• [TASK OBJECTIVE]
As you look over the data below, please find each line where the word "Recreation" appears, then copy it.

************

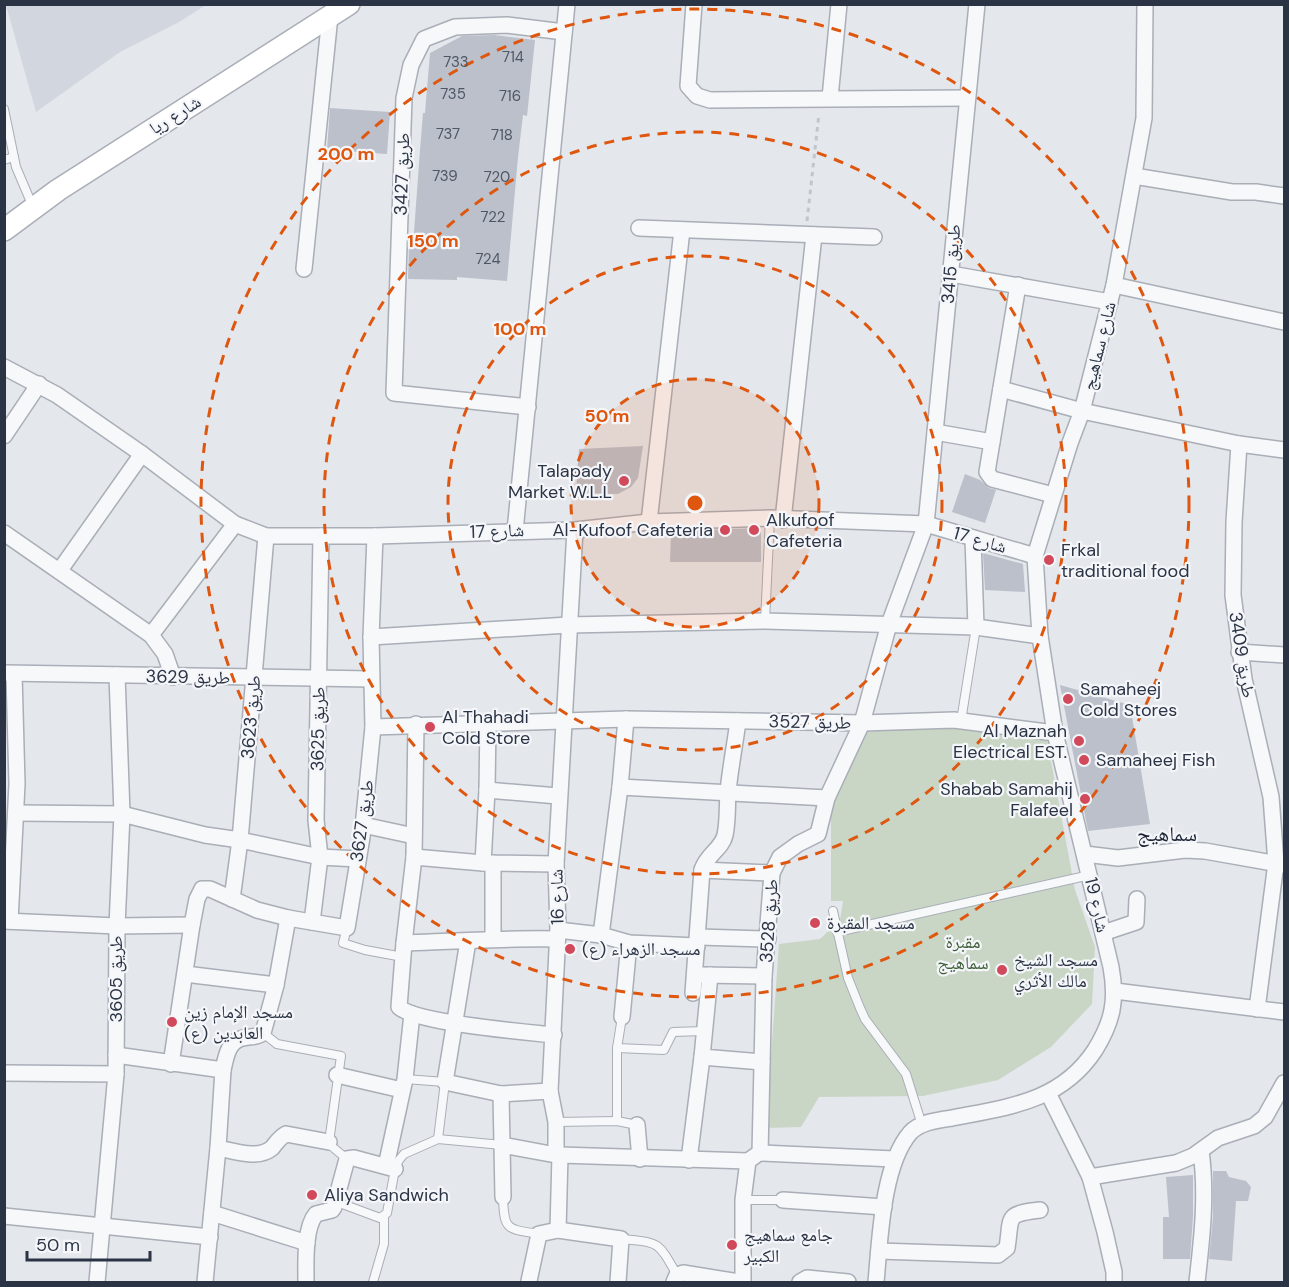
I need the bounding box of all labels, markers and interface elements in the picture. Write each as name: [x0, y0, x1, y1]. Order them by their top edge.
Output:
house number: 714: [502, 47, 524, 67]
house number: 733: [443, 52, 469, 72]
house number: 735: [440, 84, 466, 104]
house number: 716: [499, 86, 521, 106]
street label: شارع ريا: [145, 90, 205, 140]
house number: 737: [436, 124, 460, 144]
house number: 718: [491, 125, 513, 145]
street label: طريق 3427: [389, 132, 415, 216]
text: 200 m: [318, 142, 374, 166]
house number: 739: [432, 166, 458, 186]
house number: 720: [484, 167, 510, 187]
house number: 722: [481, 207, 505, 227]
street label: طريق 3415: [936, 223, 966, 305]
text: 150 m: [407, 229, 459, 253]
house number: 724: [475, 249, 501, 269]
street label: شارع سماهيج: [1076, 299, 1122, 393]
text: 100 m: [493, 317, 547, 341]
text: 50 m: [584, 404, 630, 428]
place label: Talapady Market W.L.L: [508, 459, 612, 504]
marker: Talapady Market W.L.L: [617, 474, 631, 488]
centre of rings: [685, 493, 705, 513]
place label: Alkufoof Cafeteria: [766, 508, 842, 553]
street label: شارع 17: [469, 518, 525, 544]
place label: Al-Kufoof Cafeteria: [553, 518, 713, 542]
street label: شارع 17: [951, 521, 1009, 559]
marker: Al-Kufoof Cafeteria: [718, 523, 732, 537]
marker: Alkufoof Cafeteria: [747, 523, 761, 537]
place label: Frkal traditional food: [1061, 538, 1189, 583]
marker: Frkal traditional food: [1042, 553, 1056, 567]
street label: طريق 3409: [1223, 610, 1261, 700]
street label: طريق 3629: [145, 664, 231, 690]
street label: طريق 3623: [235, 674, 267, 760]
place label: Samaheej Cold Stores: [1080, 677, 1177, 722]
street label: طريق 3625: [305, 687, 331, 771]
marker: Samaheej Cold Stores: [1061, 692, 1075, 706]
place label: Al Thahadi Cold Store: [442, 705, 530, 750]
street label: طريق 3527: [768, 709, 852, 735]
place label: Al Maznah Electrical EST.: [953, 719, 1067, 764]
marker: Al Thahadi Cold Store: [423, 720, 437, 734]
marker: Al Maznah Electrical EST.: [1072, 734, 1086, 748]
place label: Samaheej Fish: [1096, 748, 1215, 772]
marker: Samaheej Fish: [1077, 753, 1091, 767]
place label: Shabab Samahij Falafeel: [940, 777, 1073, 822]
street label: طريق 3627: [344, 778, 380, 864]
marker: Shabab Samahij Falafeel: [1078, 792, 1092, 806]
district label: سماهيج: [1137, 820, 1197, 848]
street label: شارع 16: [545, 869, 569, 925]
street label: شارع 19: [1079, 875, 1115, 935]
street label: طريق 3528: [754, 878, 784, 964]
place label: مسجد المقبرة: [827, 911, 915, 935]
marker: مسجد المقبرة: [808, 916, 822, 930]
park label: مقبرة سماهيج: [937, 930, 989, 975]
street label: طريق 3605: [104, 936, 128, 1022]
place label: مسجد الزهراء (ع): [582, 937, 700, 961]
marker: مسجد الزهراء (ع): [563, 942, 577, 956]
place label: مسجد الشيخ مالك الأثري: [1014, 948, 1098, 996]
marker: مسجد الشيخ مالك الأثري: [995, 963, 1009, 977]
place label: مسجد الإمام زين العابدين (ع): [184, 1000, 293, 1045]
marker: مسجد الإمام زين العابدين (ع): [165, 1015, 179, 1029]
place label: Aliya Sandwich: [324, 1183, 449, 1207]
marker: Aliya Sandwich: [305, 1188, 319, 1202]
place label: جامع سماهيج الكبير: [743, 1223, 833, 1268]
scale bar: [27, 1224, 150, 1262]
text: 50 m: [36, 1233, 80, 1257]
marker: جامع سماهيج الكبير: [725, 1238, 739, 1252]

************

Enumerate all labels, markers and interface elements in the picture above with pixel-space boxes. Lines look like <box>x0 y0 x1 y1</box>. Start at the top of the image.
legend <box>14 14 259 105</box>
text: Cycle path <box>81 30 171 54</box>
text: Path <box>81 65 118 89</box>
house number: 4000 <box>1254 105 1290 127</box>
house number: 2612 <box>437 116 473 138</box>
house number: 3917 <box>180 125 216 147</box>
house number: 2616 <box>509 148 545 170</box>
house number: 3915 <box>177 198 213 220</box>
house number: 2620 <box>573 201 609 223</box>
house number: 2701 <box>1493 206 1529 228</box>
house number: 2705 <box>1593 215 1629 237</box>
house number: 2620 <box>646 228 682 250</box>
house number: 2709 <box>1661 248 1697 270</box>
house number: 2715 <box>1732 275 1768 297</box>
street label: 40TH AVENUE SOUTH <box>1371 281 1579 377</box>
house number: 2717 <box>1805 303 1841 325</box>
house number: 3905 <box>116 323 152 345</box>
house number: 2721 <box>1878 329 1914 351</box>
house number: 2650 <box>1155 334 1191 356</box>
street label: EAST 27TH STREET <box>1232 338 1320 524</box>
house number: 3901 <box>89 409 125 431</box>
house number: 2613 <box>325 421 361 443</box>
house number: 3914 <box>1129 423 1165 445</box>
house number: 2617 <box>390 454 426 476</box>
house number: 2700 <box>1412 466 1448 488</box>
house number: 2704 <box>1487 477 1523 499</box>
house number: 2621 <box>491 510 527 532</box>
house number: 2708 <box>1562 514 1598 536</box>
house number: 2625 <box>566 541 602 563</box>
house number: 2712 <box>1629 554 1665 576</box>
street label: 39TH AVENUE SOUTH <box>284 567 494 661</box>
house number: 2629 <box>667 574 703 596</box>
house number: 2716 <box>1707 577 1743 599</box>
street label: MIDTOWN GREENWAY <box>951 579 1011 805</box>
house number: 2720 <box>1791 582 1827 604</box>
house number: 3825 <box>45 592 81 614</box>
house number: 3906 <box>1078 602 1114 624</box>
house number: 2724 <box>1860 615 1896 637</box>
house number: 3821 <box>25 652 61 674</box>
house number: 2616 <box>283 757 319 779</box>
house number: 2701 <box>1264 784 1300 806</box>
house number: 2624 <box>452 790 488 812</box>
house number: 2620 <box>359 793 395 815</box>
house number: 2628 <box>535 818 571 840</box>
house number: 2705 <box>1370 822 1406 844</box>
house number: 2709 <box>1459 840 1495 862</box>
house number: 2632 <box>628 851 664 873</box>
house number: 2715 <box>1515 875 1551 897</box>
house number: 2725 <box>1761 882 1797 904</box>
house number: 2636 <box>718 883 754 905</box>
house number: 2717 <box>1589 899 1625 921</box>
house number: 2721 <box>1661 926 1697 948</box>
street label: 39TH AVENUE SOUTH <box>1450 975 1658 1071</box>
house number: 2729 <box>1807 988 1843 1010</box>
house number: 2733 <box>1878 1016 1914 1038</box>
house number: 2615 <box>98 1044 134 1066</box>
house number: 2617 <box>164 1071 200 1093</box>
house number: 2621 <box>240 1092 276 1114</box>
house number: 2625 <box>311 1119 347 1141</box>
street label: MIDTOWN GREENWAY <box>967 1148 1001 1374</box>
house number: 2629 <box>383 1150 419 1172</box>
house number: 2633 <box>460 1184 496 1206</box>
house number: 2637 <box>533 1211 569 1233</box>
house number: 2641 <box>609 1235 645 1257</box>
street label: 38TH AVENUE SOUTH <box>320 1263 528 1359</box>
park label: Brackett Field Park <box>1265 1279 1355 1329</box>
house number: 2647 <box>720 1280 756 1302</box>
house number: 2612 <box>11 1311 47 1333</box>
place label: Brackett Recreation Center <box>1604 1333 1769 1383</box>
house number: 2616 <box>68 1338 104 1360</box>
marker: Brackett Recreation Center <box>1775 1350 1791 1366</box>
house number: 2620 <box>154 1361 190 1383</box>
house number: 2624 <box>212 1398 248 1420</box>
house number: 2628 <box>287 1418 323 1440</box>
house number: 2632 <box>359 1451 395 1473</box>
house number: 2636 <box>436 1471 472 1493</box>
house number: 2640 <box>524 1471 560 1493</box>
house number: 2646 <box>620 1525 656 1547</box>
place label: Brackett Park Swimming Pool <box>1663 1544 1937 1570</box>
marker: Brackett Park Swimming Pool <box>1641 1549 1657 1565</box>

************

• [RESPONSE TO THE EXERCISE]
place label: Brackett Recreation Center <box>1604 1333 1769 1383</box>
marker: Brackett Recreation Center <box>1775 1350 1791 1366</box>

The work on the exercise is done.